## What is being asked
In the data that follows, count each line with the string "Jornalista"; the reply is the number only.

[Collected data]
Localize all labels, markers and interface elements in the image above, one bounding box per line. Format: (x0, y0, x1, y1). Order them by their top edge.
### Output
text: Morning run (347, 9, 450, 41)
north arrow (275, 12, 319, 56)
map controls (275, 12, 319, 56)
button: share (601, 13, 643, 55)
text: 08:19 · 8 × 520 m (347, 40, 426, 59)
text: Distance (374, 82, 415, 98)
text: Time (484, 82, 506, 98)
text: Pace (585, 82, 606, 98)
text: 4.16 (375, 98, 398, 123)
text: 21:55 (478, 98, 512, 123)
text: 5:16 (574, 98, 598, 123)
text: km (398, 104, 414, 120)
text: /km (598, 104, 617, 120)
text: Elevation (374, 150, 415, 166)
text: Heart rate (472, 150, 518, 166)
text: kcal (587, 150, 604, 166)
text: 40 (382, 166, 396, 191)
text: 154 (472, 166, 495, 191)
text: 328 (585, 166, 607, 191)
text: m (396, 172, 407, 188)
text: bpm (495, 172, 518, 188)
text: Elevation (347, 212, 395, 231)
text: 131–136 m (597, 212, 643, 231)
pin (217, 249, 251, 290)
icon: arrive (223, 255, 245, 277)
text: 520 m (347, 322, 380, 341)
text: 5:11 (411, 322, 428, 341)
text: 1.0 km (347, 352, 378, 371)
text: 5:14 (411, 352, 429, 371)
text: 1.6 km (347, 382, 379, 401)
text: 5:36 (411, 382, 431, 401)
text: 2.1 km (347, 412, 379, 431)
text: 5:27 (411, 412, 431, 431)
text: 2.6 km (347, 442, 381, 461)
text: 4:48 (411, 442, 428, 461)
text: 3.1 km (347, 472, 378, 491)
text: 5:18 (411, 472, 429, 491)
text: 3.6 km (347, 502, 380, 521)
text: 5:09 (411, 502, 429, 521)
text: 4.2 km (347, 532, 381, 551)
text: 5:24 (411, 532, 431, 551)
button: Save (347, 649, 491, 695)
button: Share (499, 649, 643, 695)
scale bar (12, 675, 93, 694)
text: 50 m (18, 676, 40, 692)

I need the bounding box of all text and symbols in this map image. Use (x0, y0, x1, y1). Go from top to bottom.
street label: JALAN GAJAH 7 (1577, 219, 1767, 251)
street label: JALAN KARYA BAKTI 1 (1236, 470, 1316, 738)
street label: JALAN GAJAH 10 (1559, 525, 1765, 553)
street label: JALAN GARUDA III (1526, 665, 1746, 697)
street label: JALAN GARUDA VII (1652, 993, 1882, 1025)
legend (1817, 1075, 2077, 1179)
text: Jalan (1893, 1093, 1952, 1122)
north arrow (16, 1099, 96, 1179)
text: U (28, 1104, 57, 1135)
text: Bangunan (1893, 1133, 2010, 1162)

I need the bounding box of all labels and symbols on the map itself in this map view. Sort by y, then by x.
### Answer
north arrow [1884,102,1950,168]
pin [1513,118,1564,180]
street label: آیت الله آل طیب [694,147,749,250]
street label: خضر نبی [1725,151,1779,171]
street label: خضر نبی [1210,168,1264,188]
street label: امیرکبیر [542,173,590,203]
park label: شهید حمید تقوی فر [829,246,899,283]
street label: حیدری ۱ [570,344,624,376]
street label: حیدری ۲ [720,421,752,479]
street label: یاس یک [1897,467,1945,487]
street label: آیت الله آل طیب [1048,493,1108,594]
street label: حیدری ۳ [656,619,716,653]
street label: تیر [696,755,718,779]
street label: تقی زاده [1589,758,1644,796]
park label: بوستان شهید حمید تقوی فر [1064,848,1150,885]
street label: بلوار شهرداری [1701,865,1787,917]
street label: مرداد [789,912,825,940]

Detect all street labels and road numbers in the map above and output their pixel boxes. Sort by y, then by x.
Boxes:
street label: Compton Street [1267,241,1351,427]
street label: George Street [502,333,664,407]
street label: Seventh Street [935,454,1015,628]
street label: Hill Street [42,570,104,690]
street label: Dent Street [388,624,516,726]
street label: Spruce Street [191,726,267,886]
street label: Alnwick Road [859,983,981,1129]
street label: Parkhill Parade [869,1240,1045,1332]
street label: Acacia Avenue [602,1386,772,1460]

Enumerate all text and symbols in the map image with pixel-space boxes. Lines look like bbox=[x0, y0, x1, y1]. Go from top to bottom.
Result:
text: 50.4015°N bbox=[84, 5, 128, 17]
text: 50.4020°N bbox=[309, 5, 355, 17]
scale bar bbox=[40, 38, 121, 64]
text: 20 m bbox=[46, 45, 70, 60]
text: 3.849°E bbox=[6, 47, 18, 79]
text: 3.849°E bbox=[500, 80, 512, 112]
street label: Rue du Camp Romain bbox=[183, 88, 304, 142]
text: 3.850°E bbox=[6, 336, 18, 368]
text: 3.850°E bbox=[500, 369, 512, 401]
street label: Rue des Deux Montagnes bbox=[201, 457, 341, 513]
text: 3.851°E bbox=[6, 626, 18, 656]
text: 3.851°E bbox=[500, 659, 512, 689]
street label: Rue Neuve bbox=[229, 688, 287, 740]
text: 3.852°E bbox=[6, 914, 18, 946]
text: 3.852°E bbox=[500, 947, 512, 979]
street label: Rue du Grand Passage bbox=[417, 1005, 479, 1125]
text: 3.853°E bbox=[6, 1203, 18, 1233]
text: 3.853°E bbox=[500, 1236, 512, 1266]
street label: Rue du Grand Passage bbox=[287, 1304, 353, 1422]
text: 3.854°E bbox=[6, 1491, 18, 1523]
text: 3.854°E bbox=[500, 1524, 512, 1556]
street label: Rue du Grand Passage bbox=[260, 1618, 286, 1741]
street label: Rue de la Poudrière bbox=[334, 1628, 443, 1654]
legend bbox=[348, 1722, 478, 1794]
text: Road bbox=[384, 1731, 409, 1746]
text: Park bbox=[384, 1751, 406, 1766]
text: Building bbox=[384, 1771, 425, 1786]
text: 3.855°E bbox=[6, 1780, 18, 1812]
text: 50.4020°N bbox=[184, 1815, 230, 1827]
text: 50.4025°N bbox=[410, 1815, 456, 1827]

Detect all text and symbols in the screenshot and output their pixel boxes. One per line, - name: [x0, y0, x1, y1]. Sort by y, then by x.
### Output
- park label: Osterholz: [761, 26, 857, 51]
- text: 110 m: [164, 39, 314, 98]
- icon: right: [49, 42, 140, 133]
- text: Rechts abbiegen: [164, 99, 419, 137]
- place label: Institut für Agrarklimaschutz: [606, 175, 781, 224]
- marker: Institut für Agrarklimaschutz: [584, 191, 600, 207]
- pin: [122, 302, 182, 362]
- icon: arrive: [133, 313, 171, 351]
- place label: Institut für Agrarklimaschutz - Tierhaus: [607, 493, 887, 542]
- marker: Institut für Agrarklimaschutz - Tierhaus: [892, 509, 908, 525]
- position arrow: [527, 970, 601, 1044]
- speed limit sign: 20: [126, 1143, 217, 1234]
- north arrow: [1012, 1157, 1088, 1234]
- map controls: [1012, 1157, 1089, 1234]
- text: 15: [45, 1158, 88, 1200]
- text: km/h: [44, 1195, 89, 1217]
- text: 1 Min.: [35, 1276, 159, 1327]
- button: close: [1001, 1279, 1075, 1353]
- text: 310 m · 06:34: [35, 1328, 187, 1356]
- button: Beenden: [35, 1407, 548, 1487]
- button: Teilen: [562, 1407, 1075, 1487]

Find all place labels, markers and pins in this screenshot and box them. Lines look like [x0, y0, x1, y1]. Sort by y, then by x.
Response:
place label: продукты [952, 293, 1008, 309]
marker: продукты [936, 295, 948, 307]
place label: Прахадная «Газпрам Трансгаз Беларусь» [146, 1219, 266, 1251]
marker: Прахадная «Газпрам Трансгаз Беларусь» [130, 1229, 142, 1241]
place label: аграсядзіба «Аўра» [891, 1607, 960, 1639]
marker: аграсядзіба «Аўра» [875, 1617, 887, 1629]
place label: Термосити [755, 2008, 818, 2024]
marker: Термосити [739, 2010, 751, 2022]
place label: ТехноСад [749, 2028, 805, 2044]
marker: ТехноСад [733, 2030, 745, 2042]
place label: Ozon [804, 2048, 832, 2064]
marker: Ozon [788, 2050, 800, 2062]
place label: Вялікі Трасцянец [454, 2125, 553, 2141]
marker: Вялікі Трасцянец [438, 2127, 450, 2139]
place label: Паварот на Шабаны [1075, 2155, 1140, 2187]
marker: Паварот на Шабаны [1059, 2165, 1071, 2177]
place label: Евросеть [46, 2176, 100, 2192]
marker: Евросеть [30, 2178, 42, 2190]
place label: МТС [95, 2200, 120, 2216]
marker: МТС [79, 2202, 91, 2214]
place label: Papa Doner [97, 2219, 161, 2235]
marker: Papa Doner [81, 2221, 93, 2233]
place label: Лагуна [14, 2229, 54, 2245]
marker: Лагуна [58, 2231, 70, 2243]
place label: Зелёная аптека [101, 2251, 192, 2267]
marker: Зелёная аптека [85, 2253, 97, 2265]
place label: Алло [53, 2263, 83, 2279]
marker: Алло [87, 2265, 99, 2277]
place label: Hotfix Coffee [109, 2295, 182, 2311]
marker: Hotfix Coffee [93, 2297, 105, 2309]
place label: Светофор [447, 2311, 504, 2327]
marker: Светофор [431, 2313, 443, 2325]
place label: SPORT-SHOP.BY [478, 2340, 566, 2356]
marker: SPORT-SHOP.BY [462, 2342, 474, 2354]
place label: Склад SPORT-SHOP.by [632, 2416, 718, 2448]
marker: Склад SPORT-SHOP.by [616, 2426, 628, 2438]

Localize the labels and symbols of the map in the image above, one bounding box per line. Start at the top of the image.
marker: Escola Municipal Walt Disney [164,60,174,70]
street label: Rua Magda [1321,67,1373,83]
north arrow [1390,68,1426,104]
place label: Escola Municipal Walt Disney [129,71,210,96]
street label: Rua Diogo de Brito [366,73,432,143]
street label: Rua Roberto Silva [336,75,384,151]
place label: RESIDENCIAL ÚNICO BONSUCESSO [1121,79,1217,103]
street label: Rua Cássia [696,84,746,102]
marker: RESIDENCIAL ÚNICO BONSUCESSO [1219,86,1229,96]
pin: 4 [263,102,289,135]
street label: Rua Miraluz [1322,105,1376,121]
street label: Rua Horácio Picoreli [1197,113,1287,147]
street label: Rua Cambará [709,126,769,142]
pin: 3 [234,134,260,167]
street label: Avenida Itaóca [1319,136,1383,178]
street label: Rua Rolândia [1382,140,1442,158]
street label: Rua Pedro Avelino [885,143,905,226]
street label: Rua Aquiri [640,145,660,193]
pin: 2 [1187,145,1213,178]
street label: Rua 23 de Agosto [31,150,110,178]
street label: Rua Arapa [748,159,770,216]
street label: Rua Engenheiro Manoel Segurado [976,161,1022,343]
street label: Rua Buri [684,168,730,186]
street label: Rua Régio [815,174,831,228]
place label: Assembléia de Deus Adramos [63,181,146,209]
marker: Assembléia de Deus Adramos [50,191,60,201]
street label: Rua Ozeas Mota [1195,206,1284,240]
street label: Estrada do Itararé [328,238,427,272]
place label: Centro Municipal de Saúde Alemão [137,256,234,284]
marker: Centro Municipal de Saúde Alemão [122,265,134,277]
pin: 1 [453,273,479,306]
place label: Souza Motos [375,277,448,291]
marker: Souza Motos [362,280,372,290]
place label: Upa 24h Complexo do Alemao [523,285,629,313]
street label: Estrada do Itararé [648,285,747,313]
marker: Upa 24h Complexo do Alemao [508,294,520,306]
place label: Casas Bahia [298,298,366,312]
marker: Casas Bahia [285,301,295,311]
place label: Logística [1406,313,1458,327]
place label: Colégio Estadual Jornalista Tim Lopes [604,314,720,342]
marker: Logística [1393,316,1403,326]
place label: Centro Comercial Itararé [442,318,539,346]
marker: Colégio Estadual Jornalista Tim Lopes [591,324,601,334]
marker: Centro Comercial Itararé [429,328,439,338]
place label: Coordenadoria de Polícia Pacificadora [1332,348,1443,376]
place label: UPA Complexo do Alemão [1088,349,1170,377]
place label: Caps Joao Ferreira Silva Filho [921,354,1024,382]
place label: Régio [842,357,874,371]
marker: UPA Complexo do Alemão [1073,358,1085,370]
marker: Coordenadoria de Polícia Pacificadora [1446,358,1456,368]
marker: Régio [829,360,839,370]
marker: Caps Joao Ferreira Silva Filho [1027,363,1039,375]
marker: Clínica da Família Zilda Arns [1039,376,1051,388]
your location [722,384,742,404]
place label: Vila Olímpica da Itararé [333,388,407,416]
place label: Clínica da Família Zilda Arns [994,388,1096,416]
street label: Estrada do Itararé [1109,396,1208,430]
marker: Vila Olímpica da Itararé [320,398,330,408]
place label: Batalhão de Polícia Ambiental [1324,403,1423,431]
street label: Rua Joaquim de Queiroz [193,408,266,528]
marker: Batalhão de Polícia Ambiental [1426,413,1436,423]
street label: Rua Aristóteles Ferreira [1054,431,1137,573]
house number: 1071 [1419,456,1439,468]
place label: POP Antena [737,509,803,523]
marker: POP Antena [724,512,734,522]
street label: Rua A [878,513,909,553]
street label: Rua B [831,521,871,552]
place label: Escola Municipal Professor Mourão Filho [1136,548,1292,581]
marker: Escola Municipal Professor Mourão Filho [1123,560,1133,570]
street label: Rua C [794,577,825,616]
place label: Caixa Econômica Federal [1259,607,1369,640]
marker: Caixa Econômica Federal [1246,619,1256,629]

## Result of this task
2